# Fragen zum LCD-TV am PC



## Goldfinger (3. August 2010)

Ich spiele mit dem gedanken meinen 22" gegen einen 32" LCD-TV einzutauschen.
Zum einen ist ein grosses Bild ja immer attraktiv und zum anderen möchte ich meine X-Box 360 im Daddelzimmer nutzen können und dafür ist mein 22" etwas zu klein zumal er nur VGA und DVI Anschluss hat.

Jetzt habe ich mir den Artikel in der PCGH 04/2010 durchgelesen indem ja eigentlich steht das ein LCD-TV zum Zocken geeignet ist ABER nicht für CounterStrike-Source und Left4Dead.

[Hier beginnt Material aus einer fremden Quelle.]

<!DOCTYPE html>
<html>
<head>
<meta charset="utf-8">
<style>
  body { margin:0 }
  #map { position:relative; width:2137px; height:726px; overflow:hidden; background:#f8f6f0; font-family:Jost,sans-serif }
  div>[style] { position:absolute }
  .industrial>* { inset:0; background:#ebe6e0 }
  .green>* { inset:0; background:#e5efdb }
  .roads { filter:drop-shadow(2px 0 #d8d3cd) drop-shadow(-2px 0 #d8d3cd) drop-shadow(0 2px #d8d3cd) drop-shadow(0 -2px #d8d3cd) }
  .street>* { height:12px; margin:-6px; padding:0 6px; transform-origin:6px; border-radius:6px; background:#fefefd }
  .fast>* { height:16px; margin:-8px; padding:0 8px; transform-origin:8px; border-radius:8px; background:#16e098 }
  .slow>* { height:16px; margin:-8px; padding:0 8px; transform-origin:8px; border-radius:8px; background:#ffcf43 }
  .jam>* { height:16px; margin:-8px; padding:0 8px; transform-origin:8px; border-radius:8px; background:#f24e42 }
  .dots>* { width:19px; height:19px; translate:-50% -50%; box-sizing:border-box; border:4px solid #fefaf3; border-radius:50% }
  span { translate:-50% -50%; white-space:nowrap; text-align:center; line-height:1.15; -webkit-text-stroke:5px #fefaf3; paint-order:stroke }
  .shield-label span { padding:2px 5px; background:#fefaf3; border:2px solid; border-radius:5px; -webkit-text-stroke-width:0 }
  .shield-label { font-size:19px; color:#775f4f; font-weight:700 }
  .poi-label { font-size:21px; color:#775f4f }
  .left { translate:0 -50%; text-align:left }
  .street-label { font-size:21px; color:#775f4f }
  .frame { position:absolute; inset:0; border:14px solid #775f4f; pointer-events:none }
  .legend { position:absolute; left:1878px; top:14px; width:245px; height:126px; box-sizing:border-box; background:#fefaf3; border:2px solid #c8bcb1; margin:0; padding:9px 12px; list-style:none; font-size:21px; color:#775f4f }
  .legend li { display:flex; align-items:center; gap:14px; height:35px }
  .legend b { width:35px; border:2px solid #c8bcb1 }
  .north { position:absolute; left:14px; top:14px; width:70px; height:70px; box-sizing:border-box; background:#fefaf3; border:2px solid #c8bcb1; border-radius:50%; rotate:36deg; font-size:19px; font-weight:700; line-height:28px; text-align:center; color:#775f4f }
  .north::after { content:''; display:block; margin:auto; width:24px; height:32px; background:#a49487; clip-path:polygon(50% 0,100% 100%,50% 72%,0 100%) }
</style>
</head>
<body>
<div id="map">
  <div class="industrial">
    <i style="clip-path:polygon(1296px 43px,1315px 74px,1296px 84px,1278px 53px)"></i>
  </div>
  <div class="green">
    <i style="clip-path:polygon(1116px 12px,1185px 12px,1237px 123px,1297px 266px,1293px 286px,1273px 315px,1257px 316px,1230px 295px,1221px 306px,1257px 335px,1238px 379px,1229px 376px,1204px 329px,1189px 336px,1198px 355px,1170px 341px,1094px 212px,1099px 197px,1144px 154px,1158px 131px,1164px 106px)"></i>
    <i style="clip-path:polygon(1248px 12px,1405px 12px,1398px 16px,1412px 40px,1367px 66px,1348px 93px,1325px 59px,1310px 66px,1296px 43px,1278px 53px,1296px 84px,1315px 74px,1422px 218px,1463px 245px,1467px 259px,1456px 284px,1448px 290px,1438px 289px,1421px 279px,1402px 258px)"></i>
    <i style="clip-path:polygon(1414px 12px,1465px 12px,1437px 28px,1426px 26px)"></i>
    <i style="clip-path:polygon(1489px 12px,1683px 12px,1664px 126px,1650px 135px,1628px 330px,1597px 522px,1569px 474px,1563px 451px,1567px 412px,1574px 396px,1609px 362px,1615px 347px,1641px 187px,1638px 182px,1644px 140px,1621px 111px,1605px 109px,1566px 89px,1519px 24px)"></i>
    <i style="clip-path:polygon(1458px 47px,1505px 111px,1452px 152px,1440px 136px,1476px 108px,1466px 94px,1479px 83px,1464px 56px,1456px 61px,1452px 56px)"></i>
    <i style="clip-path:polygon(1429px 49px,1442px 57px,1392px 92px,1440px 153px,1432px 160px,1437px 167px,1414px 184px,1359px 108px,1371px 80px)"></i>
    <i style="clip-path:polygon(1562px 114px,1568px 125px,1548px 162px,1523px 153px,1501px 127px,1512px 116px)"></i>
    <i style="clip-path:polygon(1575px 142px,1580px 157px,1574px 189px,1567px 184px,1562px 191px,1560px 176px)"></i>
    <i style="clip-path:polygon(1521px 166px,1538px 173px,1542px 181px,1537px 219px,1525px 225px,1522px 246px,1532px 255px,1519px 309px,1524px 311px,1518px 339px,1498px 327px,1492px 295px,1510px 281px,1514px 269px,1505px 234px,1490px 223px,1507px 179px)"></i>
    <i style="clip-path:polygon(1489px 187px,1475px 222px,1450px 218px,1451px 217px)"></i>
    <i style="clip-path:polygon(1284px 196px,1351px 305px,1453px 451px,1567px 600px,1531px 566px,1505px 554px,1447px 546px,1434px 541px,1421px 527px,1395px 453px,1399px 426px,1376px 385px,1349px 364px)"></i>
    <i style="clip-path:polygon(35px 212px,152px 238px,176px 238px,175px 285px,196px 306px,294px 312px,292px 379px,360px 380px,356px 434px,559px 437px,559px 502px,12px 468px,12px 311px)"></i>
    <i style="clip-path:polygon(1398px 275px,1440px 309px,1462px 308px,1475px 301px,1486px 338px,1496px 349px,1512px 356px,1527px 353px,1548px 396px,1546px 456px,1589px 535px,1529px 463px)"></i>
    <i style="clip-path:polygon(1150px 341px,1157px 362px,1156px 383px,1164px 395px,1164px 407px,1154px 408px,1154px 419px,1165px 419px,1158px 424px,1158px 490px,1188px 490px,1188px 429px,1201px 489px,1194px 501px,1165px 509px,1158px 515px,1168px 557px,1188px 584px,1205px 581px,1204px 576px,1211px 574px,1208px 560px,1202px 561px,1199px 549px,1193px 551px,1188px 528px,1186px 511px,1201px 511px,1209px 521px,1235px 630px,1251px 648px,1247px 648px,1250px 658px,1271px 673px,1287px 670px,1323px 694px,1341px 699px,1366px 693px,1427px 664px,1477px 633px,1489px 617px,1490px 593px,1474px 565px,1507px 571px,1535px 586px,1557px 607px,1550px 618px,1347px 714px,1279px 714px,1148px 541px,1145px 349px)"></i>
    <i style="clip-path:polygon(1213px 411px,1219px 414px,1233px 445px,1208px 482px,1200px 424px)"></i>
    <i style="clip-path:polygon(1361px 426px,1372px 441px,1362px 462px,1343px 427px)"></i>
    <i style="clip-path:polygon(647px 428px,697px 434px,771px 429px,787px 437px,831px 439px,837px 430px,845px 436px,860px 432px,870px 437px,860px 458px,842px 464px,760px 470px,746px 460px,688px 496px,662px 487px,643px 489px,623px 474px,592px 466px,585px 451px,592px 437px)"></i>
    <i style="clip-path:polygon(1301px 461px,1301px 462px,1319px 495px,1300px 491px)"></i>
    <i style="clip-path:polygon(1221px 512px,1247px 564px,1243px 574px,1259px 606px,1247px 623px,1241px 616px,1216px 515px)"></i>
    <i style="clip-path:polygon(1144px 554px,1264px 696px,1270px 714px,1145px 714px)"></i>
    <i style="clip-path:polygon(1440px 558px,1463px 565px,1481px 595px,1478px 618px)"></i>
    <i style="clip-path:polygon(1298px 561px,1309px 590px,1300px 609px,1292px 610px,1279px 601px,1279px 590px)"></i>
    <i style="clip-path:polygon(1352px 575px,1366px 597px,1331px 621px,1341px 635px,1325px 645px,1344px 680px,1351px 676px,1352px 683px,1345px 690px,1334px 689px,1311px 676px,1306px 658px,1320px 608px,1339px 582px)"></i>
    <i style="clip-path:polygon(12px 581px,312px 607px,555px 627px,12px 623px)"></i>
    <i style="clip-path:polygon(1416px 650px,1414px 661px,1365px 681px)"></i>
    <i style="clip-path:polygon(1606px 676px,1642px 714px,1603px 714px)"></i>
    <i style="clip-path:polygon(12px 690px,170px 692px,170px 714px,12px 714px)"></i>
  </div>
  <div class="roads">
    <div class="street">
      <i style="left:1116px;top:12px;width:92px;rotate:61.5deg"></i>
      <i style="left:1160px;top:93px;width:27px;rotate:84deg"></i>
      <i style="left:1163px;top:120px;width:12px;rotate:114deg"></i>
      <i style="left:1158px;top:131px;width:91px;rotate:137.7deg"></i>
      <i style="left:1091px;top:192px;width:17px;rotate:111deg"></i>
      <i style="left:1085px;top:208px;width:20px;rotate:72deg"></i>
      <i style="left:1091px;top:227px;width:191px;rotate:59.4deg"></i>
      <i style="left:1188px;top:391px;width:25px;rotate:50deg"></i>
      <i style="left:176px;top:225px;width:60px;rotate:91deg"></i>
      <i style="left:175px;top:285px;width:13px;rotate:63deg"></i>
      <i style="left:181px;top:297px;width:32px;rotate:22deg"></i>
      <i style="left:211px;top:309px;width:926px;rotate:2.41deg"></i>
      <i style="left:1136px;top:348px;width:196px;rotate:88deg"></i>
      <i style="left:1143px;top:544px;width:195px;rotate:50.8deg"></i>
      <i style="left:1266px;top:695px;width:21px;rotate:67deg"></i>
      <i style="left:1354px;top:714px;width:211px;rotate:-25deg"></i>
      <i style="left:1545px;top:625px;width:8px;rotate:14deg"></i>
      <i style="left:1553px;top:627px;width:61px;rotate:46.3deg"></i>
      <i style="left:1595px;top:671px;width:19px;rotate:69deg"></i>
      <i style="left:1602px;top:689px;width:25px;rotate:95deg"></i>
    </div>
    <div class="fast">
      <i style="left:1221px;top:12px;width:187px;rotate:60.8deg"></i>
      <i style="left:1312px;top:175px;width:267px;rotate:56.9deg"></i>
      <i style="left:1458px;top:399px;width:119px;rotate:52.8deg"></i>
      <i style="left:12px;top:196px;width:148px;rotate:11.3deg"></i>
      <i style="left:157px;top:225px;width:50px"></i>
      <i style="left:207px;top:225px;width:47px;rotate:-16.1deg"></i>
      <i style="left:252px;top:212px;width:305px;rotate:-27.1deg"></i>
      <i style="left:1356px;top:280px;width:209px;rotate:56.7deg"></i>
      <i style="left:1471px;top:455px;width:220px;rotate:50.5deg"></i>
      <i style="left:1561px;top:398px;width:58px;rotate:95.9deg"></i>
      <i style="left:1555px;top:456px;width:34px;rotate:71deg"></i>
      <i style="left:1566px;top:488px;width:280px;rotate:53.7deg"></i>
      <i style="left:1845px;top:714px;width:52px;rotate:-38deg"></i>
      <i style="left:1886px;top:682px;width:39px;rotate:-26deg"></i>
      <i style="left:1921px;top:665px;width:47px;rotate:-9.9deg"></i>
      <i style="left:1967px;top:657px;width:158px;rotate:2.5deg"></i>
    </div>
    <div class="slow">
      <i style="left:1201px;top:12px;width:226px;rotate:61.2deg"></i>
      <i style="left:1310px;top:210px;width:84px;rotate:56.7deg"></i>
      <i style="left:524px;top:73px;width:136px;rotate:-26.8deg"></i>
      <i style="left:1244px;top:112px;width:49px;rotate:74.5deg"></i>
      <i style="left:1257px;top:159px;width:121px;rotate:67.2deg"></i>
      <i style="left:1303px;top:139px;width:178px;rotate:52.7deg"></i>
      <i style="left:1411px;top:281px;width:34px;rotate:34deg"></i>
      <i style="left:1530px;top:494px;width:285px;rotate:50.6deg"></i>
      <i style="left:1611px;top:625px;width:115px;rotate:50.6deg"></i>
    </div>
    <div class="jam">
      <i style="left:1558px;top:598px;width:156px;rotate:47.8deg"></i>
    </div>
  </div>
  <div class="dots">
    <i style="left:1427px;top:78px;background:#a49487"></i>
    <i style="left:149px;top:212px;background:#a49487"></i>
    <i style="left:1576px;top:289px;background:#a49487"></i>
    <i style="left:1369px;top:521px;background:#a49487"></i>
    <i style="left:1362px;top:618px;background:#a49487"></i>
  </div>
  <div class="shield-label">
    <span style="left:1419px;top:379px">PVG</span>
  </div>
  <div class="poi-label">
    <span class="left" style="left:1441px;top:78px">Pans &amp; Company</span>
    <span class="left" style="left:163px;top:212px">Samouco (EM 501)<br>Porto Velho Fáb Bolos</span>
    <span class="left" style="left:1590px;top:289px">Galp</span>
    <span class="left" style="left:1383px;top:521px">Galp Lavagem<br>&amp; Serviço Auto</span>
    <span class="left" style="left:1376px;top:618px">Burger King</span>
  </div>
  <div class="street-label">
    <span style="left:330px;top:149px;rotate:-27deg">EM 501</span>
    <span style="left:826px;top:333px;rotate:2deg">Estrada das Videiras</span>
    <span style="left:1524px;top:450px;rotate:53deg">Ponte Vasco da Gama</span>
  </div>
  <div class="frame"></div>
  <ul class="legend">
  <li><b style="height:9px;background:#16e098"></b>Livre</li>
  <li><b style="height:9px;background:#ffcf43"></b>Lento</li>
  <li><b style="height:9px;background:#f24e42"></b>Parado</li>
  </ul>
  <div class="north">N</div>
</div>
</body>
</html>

Nun habe ich ein paar fragen:

1. Bezieht sich das nur auf die beiden Spiele oder allgemein auf Shooter.
2. Reicht meine GraKa für einen 32" @ 1920 x 1080 oder gar 2560 x 1600?
3. Welchen LCD-TV könntet ihr mir empfehlen? Er sollte am besten min. 2 HDMI Anschlüsse haben, einen geringen Inputlag haben und max. 400€ kosten.

mfg


----------



## MasterOfDisaster 407 (3. August 2010)

Hallöchen, also ich hab einen Phillips PFL 7404 Full HD TV als Zweitmonitor.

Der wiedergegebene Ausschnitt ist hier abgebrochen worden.